On June 1st, 2018, Xiaoding Wei’s group published an article titled “Dynamic shear-lag model for understanding the role of matrix in energy dissipation in fiber-reinforced composites” in Acta Biomaterialia, a prestige international journal in the field of biological and bio-inspired composites, to explain the secret behind the excellent impact performance of many biological materials.

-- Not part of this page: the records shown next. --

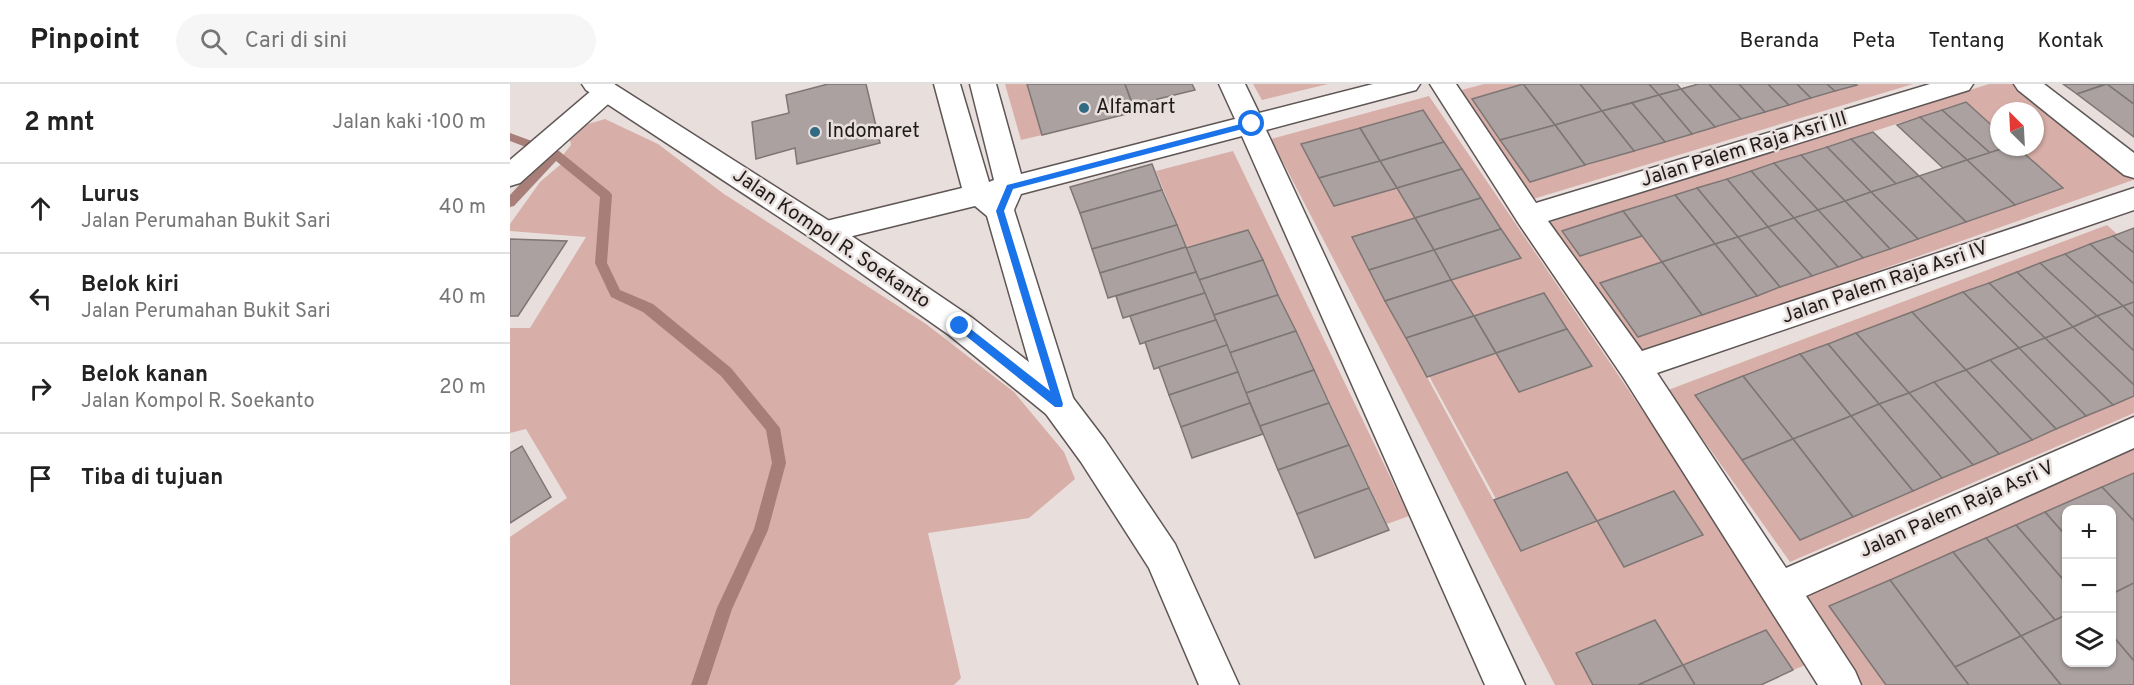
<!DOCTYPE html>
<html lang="id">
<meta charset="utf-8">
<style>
:root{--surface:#fff;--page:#f6f6f6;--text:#222;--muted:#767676;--line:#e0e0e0}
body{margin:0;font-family:Overpass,sans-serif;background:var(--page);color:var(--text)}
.controls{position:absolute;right:18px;bottom:18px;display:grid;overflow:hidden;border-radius:12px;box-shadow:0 2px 4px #0004}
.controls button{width:54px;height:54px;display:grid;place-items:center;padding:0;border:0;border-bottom:2px solid var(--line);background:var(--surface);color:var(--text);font:30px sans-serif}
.compass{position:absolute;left:1480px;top:18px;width:54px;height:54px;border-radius:50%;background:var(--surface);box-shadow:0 2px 4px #0004;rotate:336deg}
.stop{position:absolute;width:18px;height:18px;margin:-14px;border:4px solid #1a73e8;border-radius:50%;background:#fff}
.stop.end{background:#1a73e8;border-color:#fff;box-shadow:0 2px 6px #0008}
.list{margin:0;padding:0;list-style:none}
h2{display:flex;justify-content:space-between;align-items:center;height:78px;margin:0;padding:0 24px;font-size:26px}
h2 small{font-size:20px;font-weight:400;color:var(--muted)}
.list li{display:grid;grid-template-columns:39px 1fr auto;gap:18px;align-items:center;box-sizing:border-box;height:90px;padding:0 24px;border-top:2px solid var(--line)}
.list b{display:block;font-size:22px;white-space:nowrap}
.list p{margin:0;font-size:20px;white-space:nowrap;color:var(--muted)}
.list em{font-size:20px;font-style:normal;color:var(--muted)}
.icon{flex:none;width:33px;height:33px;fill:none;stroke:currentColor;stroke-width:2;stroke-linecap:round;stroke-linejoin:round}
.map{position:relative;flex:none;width:1624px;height:601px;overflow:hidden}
header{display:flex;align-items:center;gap:36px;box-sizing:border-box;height:84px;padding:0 30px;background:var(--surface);border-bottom:2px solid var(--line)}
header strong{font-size:28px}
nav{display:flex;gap:33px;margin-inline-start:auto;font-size:21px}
.search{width:420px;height:54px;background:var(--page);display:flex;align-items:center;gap:15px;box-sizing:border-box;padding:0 21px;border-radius:33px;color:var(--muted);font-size:22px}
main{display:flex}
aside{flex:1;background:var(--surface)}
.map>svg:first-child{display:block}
.green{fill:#d8aea8;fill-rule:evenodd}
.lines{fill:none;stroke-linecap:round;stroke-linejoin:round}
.stream{fill:#a87e78;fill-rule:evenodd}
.building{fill:#aaa1a0;stroke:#7e7674;stroke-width:1.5}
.minor-casing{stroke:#5e5655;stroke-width:3}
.major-casing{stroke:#5e5655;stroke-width:3}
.minor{fill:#fff;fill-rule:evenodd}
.major{fill:#fff;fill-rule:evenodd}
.route{fill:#1a73e8}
.poi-dot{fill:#306b83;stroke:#e8dedc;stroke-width:2}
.labels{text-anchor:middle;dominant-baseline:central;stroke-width:5;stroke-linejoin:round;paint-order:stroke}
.poi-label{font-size:20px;fill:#1e1b1a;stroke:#e8dedc;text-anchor:start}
.street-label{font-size:20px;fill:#1e1b1a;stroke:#e8dedc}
</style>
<header>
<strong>Pinpoint</strong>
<div class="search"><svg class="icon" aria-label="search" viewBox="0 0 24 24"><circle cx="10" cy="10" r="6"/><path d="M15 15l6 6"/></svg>Cari di sini</div>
<nav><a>Beranda</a><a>Peta</a><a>Tentang</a><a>Kontak</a></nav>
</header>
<main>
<aside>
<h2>2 mnt<small>Jalan kaki · 100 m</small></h2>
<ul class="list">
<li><svg class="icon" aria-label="ahead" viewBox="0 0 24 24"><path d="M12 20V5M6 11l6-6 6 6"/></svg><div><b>Lurus</b><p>Jalan Perumahan Bukit Sari</p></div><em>40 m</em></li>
<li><svg class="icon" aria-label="left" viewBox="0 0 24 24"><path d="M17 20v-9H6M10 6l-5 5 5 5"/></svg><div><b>Belok kiri</b><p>Jalan Perumahan Bukit Sari</p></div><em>40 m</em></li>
<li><svg class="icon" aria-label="right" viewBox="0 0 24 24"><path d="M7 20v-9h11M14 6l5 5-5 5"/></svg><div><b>Belok kanan</b><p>Jalan Kompol R. Soekanto</p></div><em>20 m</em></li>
<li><svg class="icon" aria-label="arrive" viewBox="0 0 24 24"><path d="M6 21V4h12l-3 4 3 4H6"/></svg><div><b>Tiba di tujuan</b></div></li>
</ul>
</aside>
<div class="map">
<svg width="1624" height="601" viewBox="0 0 1624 601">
<rect width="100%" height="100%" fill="#e8dedc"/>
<g class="green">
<polygon points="495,0 517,0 532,51 511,56"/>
<polygon points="743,0 818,0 752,16"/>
<polygon points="974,0 1015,0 962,15 1021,98 1348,0 1403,0 1023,115 948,7"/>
<path d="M1479,0H1508L1623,96L1130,271L1037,139ZM1455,18L1489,48V27H1525V63H1507L1553,104L1128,253L1090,199L1152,178L1132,152L1070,172L1053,147Z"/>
<path d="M919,12L1303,578L1283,586L1256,546L1173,581L1145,536L1066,569L1083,601H1045L761,55ZM913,26L1010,174L941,196L964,232L1033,209L1081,281L1009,308L986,269L919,292L986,415L1057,389L1087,437L1011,467L842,154L905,134L887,104L825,122L791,60ZM1164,407L1193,451L1114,483L1087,437Z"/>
<polygon points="95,35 148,60 214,110 416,240 504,308 554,368 565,395 519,434 418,449 451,594 444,601 0,601 0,453 57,414 16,345 0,349 0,244 20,244 76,153 0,147 0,140 30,98 57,75 53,71 61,61 58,46"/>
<polygon points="723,67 899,432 877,440 738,146 676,163 646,87"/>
<polygon points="1597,141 1607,150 1185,310 1291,455 1624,312 1624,329 1280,478 1158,306"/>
<polygon points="1624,365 1624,389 1320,522 1376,601 1350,601 1288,510"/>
</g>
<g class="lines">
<polygon class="stream" points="0,49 49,67 100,108 102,111 97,179 110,206 143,220 221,284 270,344 276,379 258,446 222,525 197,601 181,601 207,524 244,445 262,379 256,346 211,292 133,228 101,213 85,179 90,113 46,77 4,122 0,123 0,111 37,71 0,57"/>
</g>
<g class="building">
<polygon points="318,0 356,0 370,59 287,80 285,64 246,75 242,38 279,29 276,11"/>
<polygon points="517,0 615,0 625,28 532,51"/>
<polygon points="615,0 682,0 685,6 623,21"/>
<polygon points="1013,0 1070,0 1092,27 1045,41"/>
<polygon points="1013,0 1045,41 990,56 962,15"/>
<polygon points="1070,0 1139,0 1149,11 1092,27"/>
<polygon points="1139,0 1167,0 1171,5 1149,11"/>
<polygon points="1188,0 1199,0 1231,35 1205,43 1171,5"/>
<polygon points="1199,0 1229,0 1255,28 1231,35"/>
<polygon points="1229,0 1258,0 1279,21 1255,28"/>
<polygon points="1258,0 1287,0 1301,14 1279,21"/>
<polygon points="1287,0 1317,0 1325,7 1301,14"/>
<polygon points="1317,0 1346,0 1347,1 1325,7"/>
<polygon points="1553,0 1595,0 1567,10"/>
<polygon points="1597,0 1624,20 1624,53 1567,10"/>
<polygon points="1597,0 1624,0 1624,20"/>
<polygon points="1171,5 1205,43 1182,50 1149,11"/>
<polygon points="1149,11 1182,50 1155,58 1122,19"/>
<polygon points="1456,18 1489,48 1489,63 1497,63 1480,69 1432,26"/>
<polygon points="1122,19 1155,58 1124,67 1092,27"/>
<polygon points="913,26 934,58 870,77 850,44"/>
<polygon points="1432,26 1480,69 1457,76 1410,33"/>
<polygon points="1092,27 1124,67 1075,81 1045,41"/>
<polygon points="1410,33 1457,76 1433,84 1387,41"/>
<polygon points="1045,41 1075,81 1020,98 990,56"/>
<polygon points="850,44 870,77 809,94 791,60"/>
<polygon points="1363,48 1409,92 1386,100 1341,55"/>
<polygon points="1341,55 1386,100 1361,108 1317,63"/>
<polygon points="934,58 952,85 887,104 870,77"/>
<polygon points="1317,63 1361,108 1335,117 1291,71"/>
<polygon points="1497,63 1507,63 1553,104 1505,121 1457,76"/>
<polygon points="1291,71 1335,117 1308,126 1264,79"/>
<polygon points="1457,76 1505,121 1456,138 1409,92"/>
<polygon points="870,77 887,104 824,122 809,94"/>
<polygon points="1264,79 1308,126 1284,134 1241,87"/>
<polygon points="642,80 652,106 570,129 560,103"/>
<polygon points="952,85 971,114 905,134 887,104"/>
<polygon points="1241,87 1284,134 1258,143 1217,95"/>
<polygon points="1409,92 1456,138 1408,155 1361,108"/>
<polygon points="1217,95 1258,143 1228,153 1187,104"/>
<polygon points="1187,104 1228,153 1205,160 1165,111"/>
<polygon points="652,106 667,141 582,165 570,129"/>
<polygon points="1361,108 1408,155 1380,165 1335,117"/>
<polygon points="1165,111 1205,160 1152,178 1113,127"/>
<polygon points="971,114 991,145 924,166 905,134"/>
<polygon points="1335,117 1380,165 1353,174 1308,126"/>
<polygon points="1308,126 1353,174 1328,183 1284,134"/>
<polygon points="1113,127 1132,152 1070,172 1052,147"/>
<polygon points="905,134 924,166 859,186 842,153"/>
<polygon points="1284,134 1328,183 1302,192 1258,143"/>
<polygon points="667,141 676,163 590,189 582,165"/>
<polygon points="1258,143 1302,192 1270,203 1228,153"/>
<polygon points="1624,144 1624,169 1603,152"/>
<polygon points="991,145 1011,174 941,196 924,166"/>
<polygon points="738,146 753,176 689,196 676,164"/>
<polygon points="1603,152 1624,169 1624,200 1580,160"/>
<polygon points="1228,153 1270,203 1247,212 1205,160"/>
<polygon points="0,155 57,157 8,232 0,232"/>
<polygon points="1205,160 1247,212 1192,231 1152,178"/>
<polygon points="1580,160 1624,200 1624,218 1613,222 1555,170"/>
<polygon points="676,163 686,188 598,214 590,189"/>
<polygon points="924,166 941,196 875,217 859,186"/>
<polygon points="1555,170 1613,222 1587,232 1530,179"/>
<polygon points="753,176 768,211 704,231 689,196"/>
<polygon points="1152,178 1192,231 1128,253 1090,199"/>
<polygon points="1530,179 1587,232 1563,243 1507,188"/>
<polygon points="686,188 695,209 613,234 606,212"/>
<polygon points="1507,188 1563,243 1535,254 1479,199"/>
<polygon points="941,196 964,232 896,254 875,217"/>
<polygon points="1479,199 1535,254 1509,264 1453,208"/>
<polygon points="1453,208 1509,264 1456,286 1402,228"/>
<polygon points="695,209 706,236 630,260 620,232"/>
<polygon points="1034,209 1057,245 986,269 964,232"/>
<polygon points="768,211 786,247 719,269 704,231"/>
<polygon points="1624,218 1624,233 1613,222"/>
<polygon points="1613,222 1624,233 1624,267 1587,232"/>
<polygon points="1402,228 1456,286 1399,309 1346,249"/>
<polygon points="964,232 986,269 917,293 896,254"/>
<polygon points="1587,232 1624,267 1624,301 1563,243"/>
<polygon points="706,236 717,261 644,285 635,258"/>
<polygon points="1563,243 1624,301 1624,312 1603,321 1535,254"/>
<polygon points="1057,245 1082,282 1009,308 986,269"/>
<polygon points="786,247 804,286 736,309 719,269"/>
<polygon points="1346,249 1399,309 1369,320 1318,260"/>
<polygon points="1535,254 1603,321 1576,332 1509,264"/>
<polygon points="1318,260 1369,320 1341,332 1290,270"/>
<polygon points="717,261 728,288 659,311 649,283"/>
<polygon points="1509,264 1576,332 1546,345 1480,276"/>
<polygon points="1290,270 1341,332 1283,355 1233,292"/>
<polygon points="1480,276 1546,345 1522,356 1456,286"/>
<polygon points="804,286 819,319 750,342 736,309"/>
<polygon points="1456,286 1522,356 1489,370 1424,298"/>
<polygon points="728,288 740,319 671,343 659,311"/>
<polygon points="1233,292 1283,355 1232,376 1185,311"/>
<polygon points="1424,298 1489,370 1463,381 1399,309"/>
<polygon points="1399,309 1463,381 1432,394 1369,320"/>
<polygon points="740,319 753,350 682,374 671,343"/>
<polygon points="819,319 839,361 768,386 750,342"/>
<polygon points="1369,320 1432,394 1403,407 1341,332"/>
<polygon points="1341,332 1403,407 1343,433 1283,355"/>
<polygon points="1283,355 1343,433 1290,456 1232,376"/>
<polygon points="839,361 859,404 787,430 768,386"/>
<polygon points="12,362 41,413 0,439 0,369"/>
<polygon points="1057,388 1087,437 1011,467 984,416"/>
<polygon points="1624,389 1624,437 1592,403"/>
<polygon points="1592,403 1624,437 1624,499 1606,508 1602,503 1602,426 1556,426 1556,452 1535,428"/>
<polygon points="859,404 879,446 805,474 787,430"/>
<polygon points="1164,407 1193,451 1114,483 1087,437"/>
<polygon points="1535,428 1556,452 1556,499 1506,441"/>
<polygon points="1506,441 1556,499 1556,531 1545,536 1476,454"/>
<polygon points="1476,454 1545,536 1511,552 1443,468"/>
<polygon points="1443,468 1511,552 1445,583 1380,496"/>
<polygon points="1380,496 1445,583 1459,601 1376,601 1319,522"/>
<polygon points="1624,499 1624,577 1602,551 1602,510"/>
<polygon points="1556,531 1556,578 1602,578 1602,551 1624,577 1624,601 1551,601 1511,552"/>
<polygon points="1145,536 1173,581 1128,601 1083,601 1066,569"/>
<polygon points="1256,546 1283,586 1251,601 1185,601 1173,581"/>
<polygon points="1511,552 1551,601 1459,601 1445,583"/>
<polygon points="1173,581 1185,601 1128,601"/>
</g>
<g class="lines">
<defs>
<g id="minor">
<polygon points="424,0 450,0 479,98 484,96 460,0 486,0 511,90 725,35 709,0 735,0 749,29 863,0 910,0 906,6 756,46 1015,601 975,601 732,52 511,110 504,126 565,320 560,330 548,334 536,330 531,320 477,132 465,122 314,159 304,156 299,148 304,140 452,104"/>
<polygon points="920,0 946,0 1026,119 1420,0 1463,0 1459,6 1038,137 1132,267 1624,104 1624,126 1147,289 1276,484 1624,333 1624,364 1296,512 1345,587 1351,601 1308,601 1113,293 1009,140"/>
<polygon points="1504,0 1534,0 1624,69 1624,94 1614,91 1508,6"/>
<polygon points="88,1 104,0 110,7 106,13 10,99 0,102 0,76"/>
</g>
<polygon id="major" points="72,0 104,0 324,140 461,233 560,310 595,356 665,460 729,601 689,601 639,484 571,378 536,330 439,251 304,156 76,6"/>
</defs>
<use href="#minor" class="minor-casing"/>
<use href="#major" class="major-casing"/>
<use href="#minor" class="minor"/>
<use href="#major" class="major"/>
</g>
<polygon class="route" points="742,37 746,40 744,42 503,105 494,127 553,320 552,323 545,323 446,244 446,239 453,239 540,307 486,127 497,101"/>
<g class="poi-dot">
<circle cx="574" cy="24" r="6"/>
<circle cx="305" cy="48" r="6"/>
</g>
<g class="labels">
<g class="poi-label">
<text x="586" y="24">Alfamart</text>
<text x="317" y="48">Indomaret</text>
</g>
<g class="street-label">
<text transform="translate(1234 66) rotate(-17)">Jalan Palem Raja Asri III</text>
<text transform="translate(321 155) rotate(34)">Jalan Kompol R. Soekanto</text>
<text transform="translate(1375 199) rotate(-19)">Jalan Palem Raja Asri IV</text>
<text transform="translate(1447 426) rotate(-24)">Jalan Palem Raja Asri V</text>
</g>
</g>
</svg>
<div class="controls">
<button>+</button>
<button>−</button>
<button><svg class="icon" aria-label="layers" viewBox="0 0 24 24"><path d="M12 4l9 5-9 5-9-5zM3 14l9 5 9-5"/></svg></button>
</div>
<svg class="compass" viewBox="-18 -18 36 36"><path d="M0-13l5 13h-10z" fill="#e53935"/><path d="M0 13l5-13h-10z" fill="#767676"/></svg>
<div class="stop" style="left:742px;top:40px"></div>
<div class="stop end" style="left:450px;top:242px"></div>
</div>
</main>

Current design philosophy for synthetic ballistic composites emphasize mainly the role of long fibers with high stiffness and high strength. The role of matrix materials has not received enough attention. Nonetheless, this work found that the elastic waves in continuous fibers will synchronize shortly within a certain distance, meaning a low efficiency of the matrix to contribute to the energy dissipation process. Interestingly, sophisticated staggered microstructures have been found in many natural materials with high impact performance, such as shell, spiders silk, and bone. By proposing a dynamic shear-lag theoretical model, this work disclosed the important role of the viscoelastic matrix in the impact performance of fiber reinforced composites. It also highlights the close correlation between the energy dissipation and the mechanical properties of matrix and morphology of microstructures, helping people to understand the intrinsic mechanisms for the remarkable impact performance of natural materials.
Fig. 1 Sophisticated staggered microstructures can reactive the energy dissipation in matrix and thus greatly enhance the impact performance of composites.
Prof. Xiaoding Wei is the corresponding author, and Ph.D. candidate Junjie Liu is the first author of this paper. This work was supported by National “Young 1000 Talents” Program of China, National Natural Science Foundation of China, National Key Research and Development Plan of China and Beijing Innovation Center for Engineering Science and Advanced Technology.